Your goal
Look through the entries below and say how many lines contain the string "Belvédère". Give the number only.

Dataset records
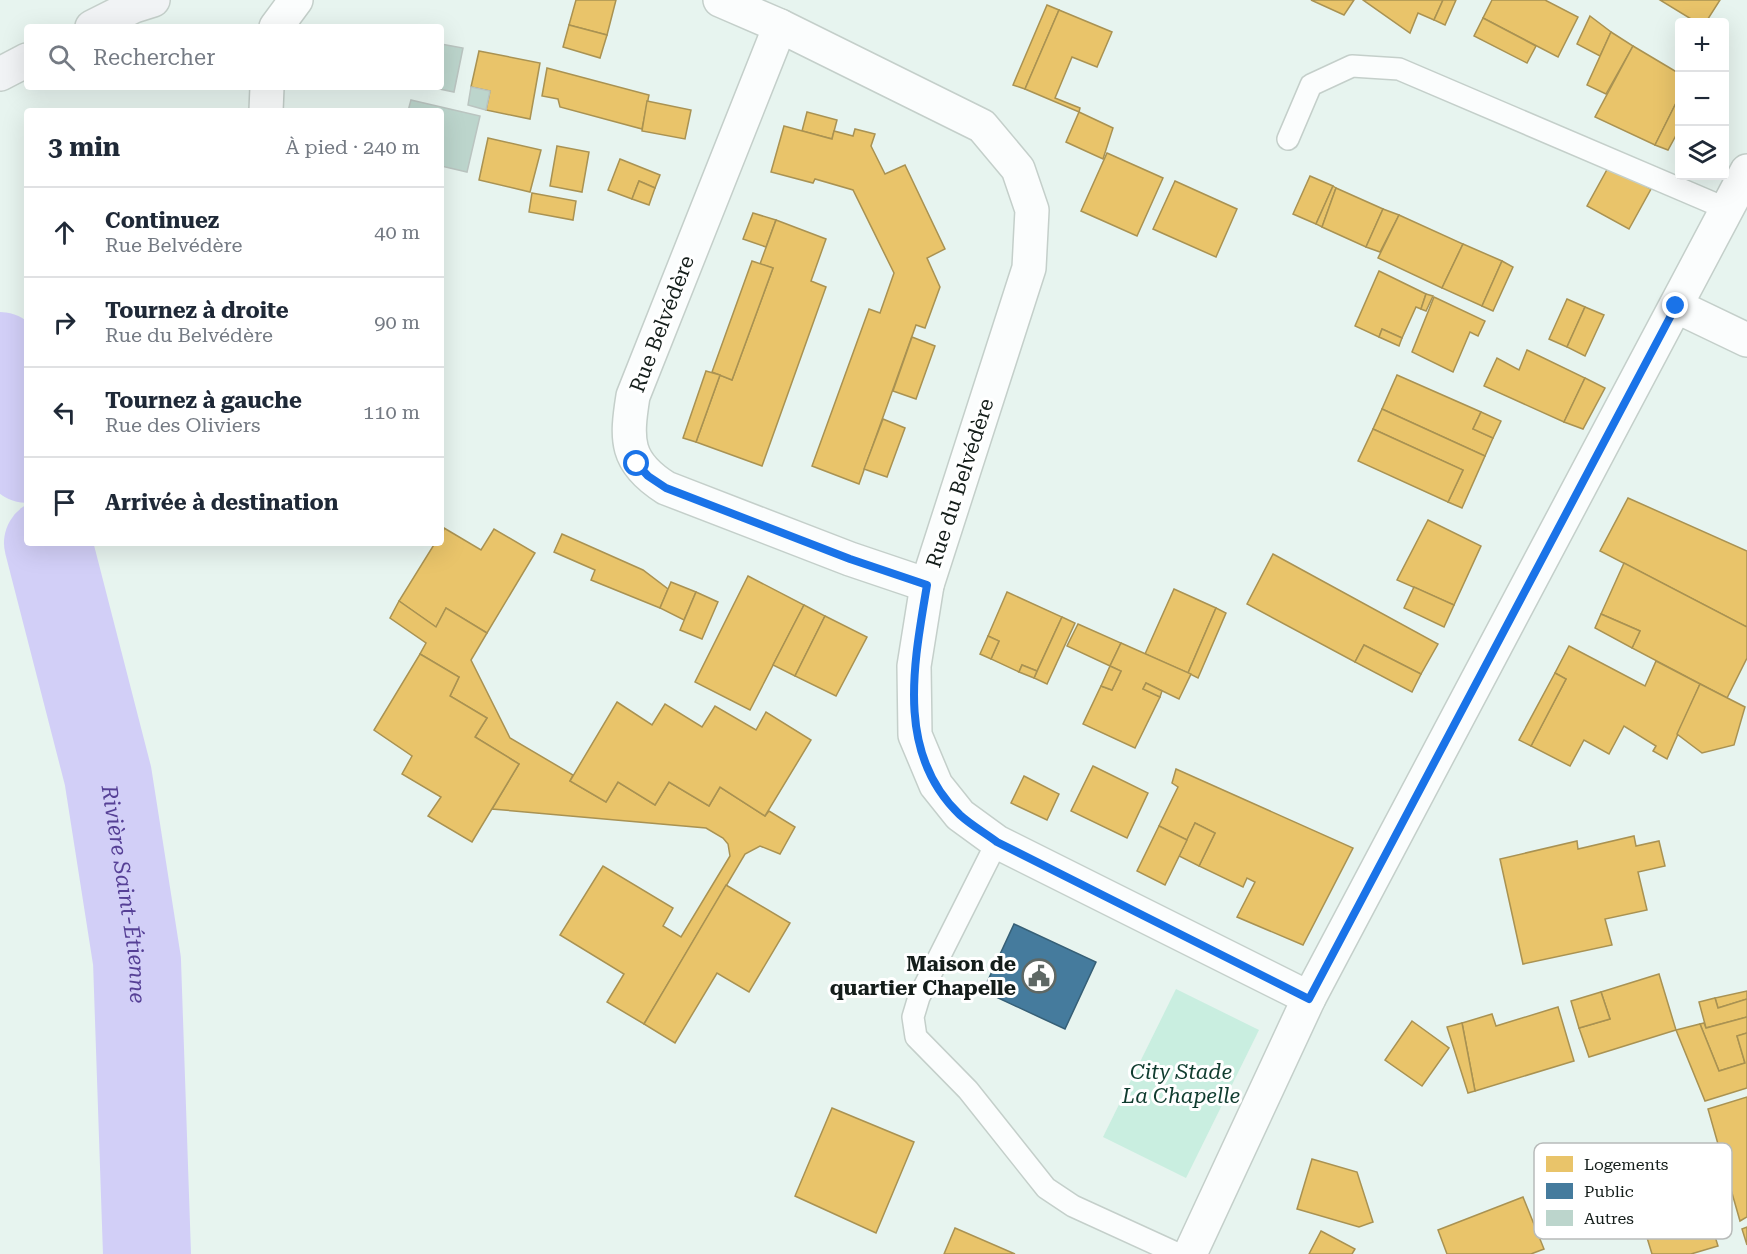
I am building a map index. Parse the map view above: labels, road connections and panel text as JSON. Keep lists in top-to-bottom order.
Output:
{
  "streets": {
    "street": ["Rue Belvédère", "Rue du Belvédère"]
  },
  "crossings": [
    ["Rue Belvédère", "Rue du Belvédère"]
  ],
  "water": ["Rivière Saint-Étienne"],
  "parks": ["City Stade La Chapelle"],
  "places": {
    "public building": ["Maison de quartier Chapelle"]
  },
  "legend": ["Logements", "Public", "Autres"],
  "page": {
    "map_buttons": ["+", "−"],
    "search": "Rechercher",
    "heading": ["3 min", "À pied · 240 m"],
    "list": [
      ["Continuez", "Rue Belvédère", "40 m"],
      ["Tournez à droite", "Rue du Belvédère", "90 m"],
      ["Tournez à gauche", "Rue des Oliviers", "110 m"],
      "Arrivée à destination"
    ]
  }
}
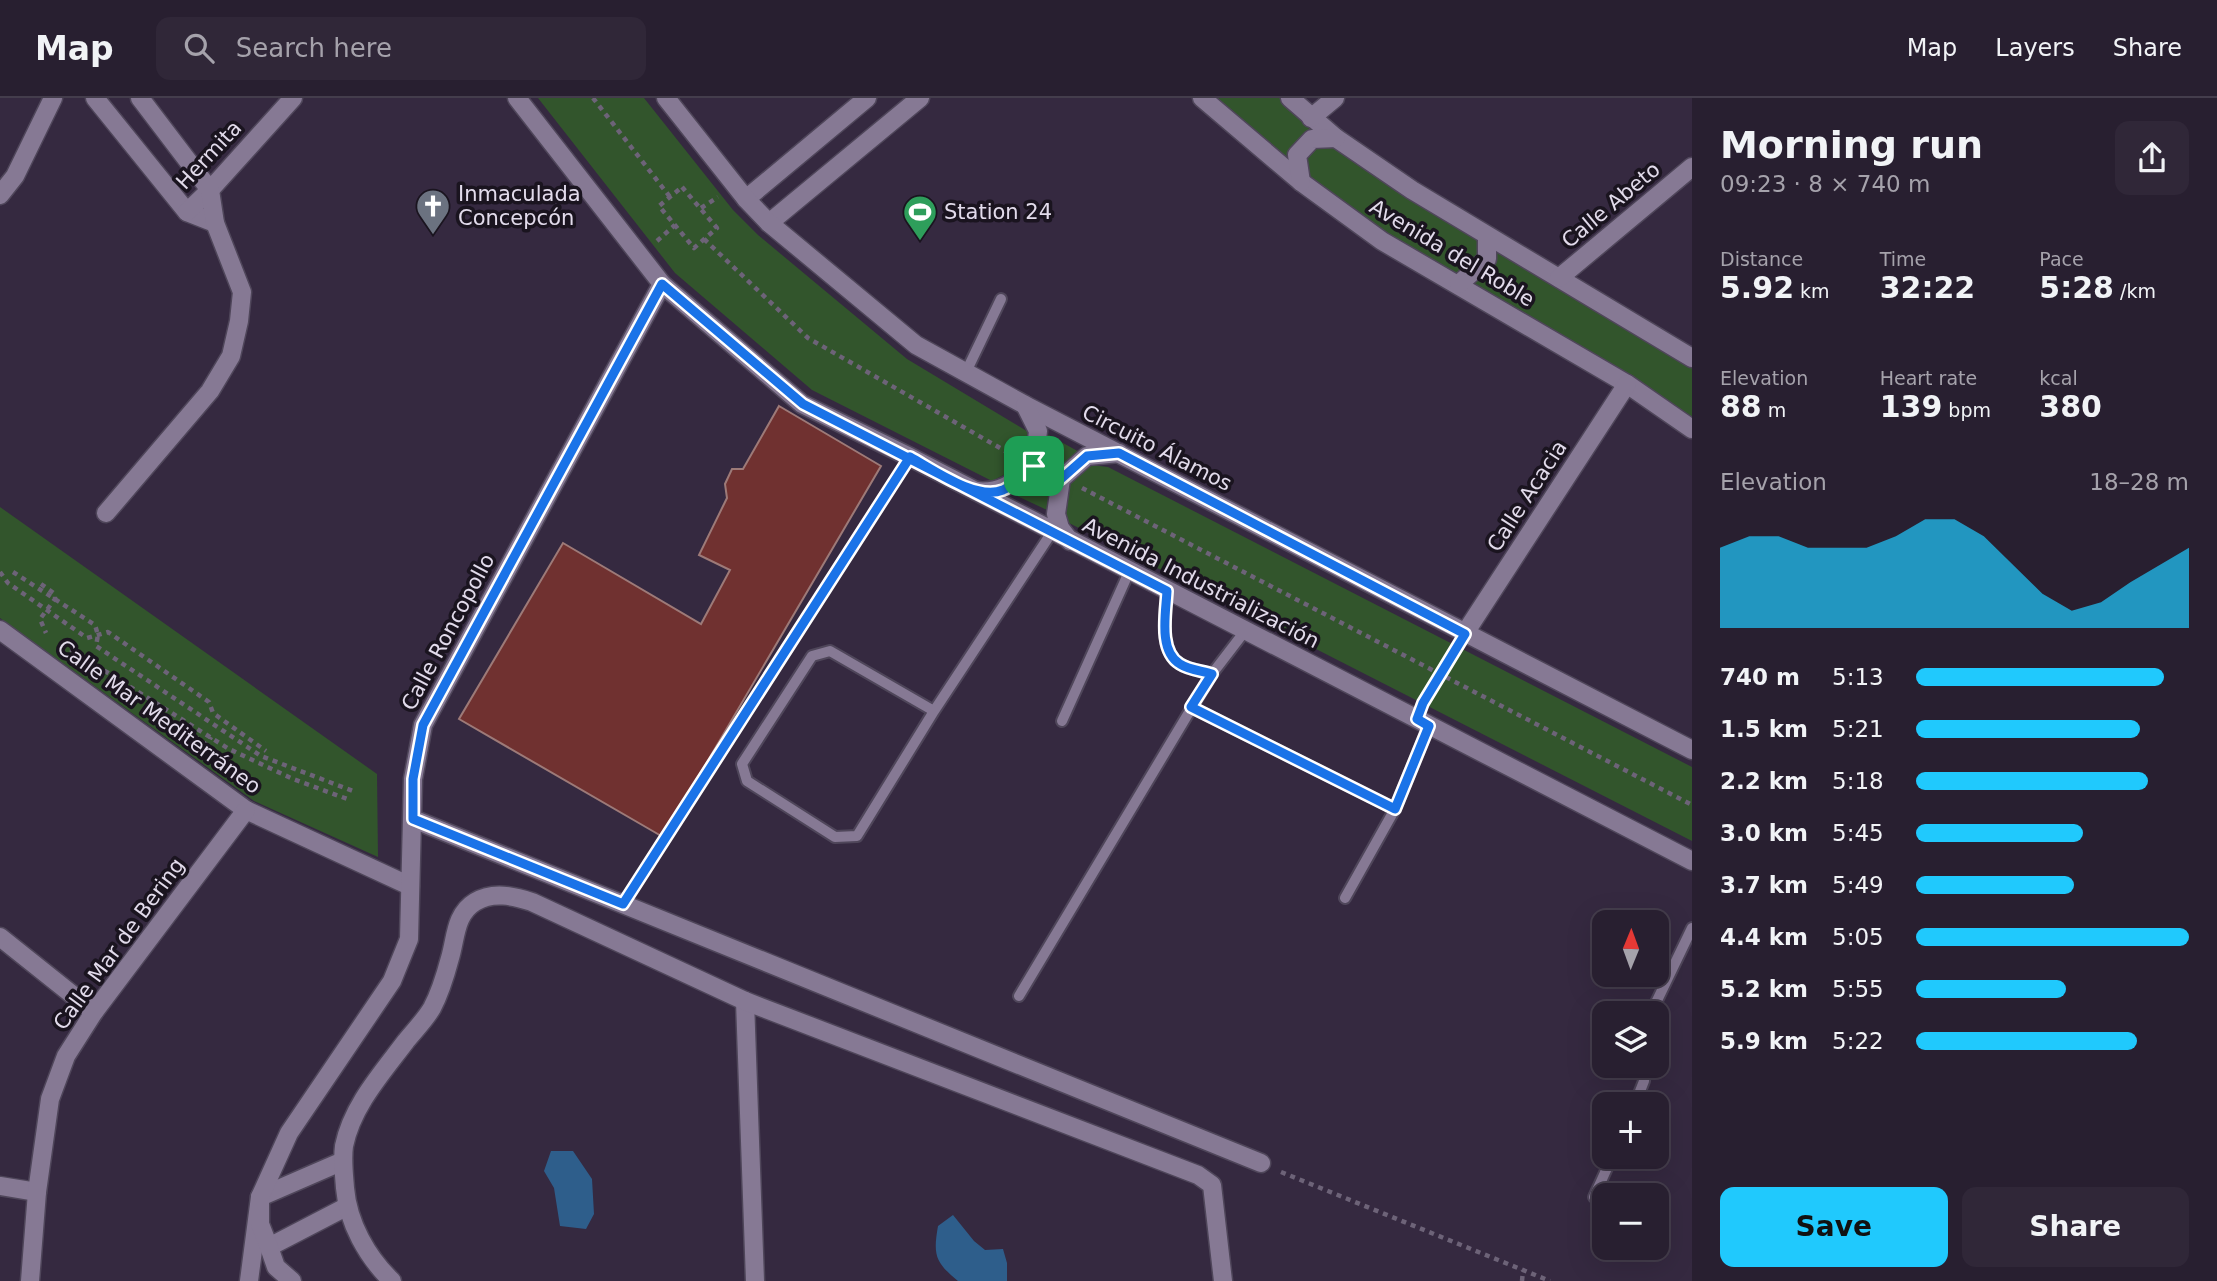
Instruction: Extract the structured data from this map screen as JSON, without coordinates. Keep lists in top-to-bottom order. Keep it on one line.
{"streets":{"street":["Hermita","Calle Abeto","Avenida del Roble","Circuito Álamos","Calle Acacia","Avenida Industrialización","Calle Roncopollo","Calle Mar Mediterráneo","Calle Mar de Bering"]},"crossings":[["Calle Abeto","Avenida del Roble"],["Avenida del Roble","Calle Acacia"],["Circuito Álamos","Calle Acacia"],["Avenida Industrialización","Calle Roncopollo"],["Calle Roncopollo","Calle Mar Mediterráneo"],["Calle Mar Mediterráneo","Calle Mar de Bering"]],"places":{"church":["Inmaculada Concepcón"],"sports":["Station 24"]},"north":"top","page":{"header":"Map","search":"Search here","nav":["Map","Layers","Share"],"heading":["Morning run","09:23 · 8 × 740 m"],"stats":[["Distance","5.92 km"],["Time","32:22"],["Pace","5:28 /km"],["Elevation","88 m"],["Heart rate","139 bpm"],["kcal","380"]],"chart":["Elevation","18–28 m"],"list":[{"name":"740 m","note":"5:13"},{"name":"1.5 km","note":"5:21"},{"name":"2.2 km","note":"5:18"},{"name":"3.0 km","note":"5:45"},{"name":"3.7 km","note":"5:49"},{"name":"4.4 km","note":"5:05"},{"name":"5.2 km","note":"5:55"},{"name":"5.9 km","note":"5:22"}],"map_buttons":["+","−"],"buttons":["Save","Share"]}}
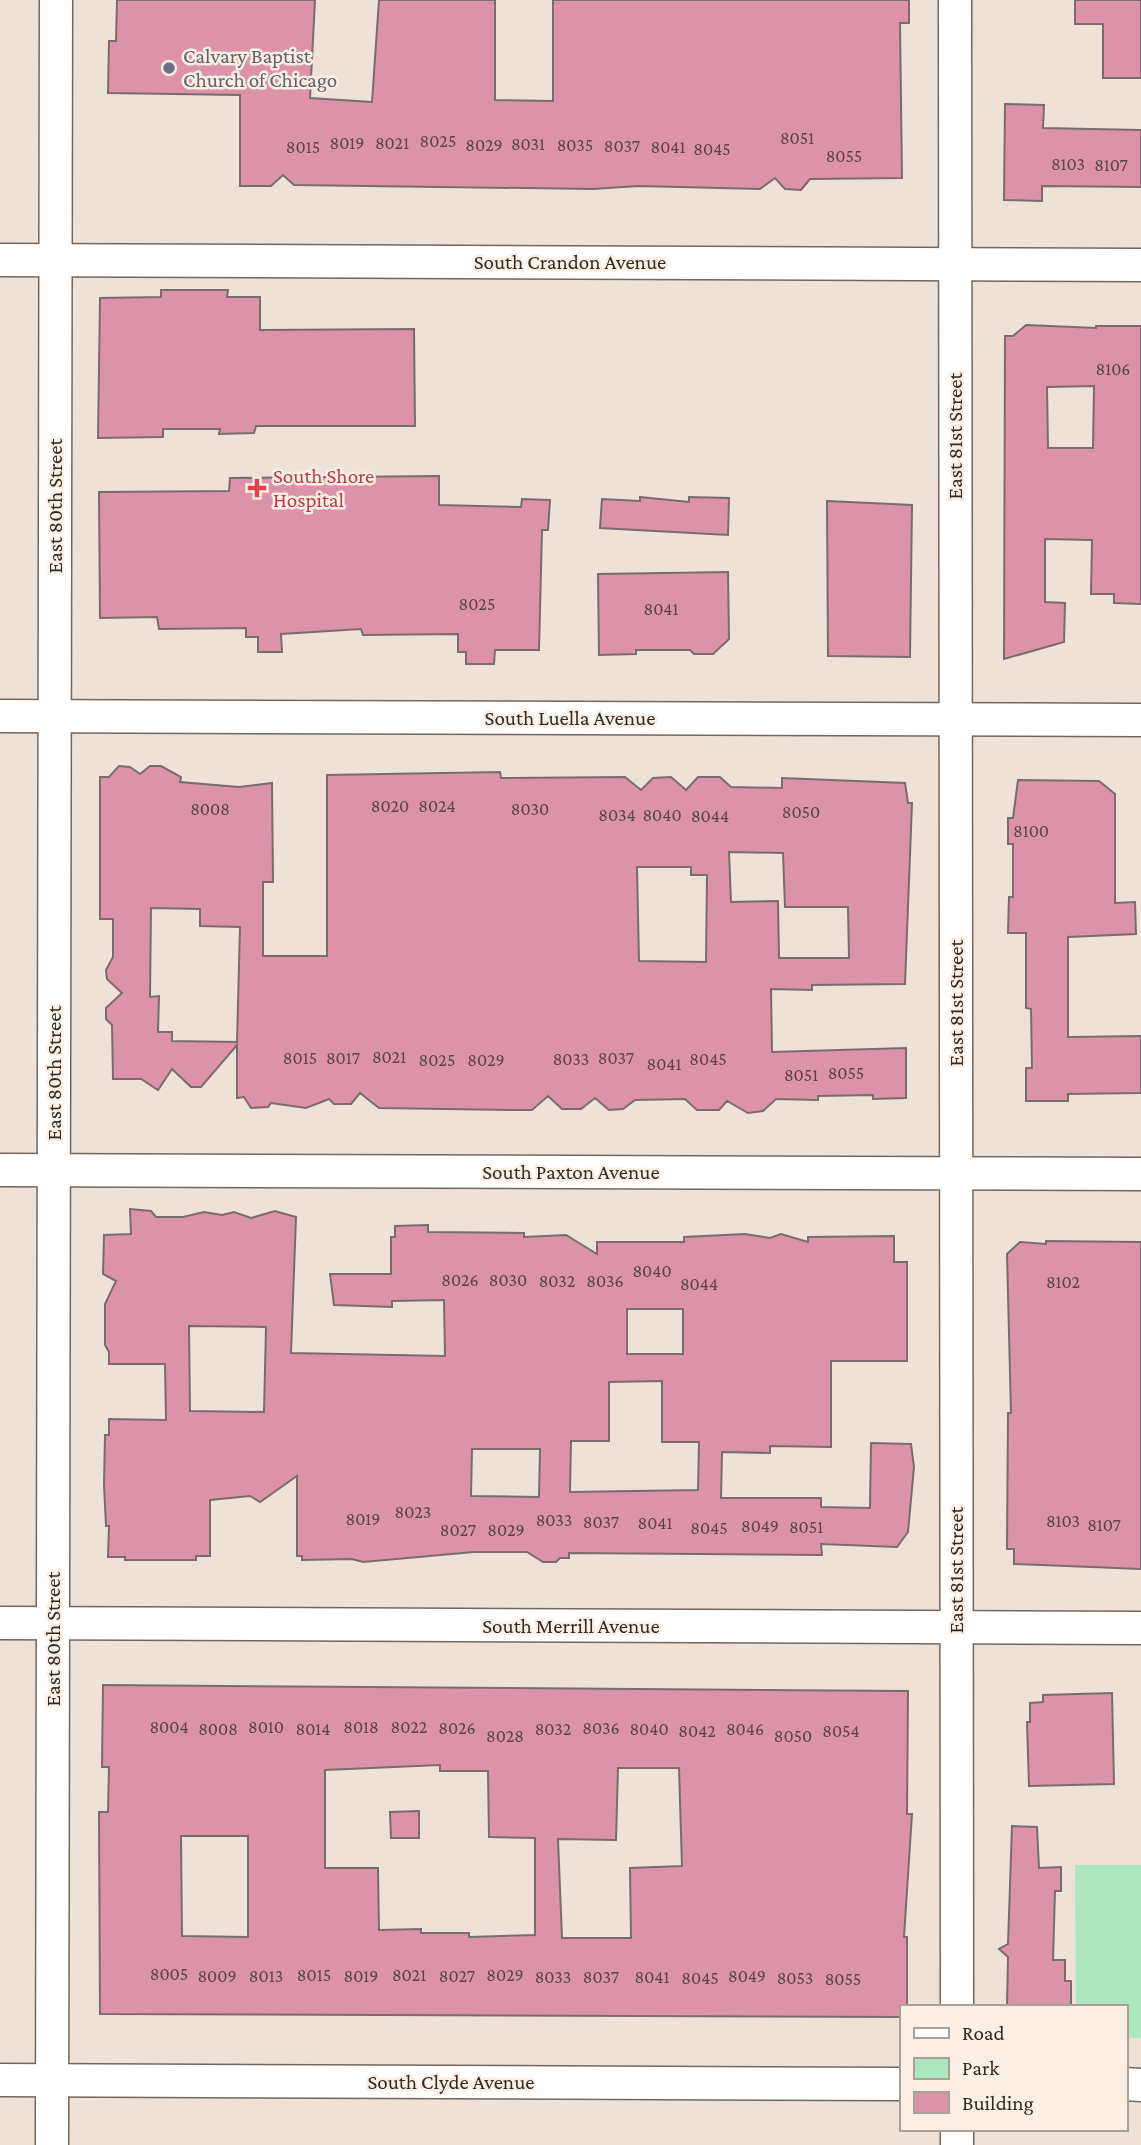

Answer box
4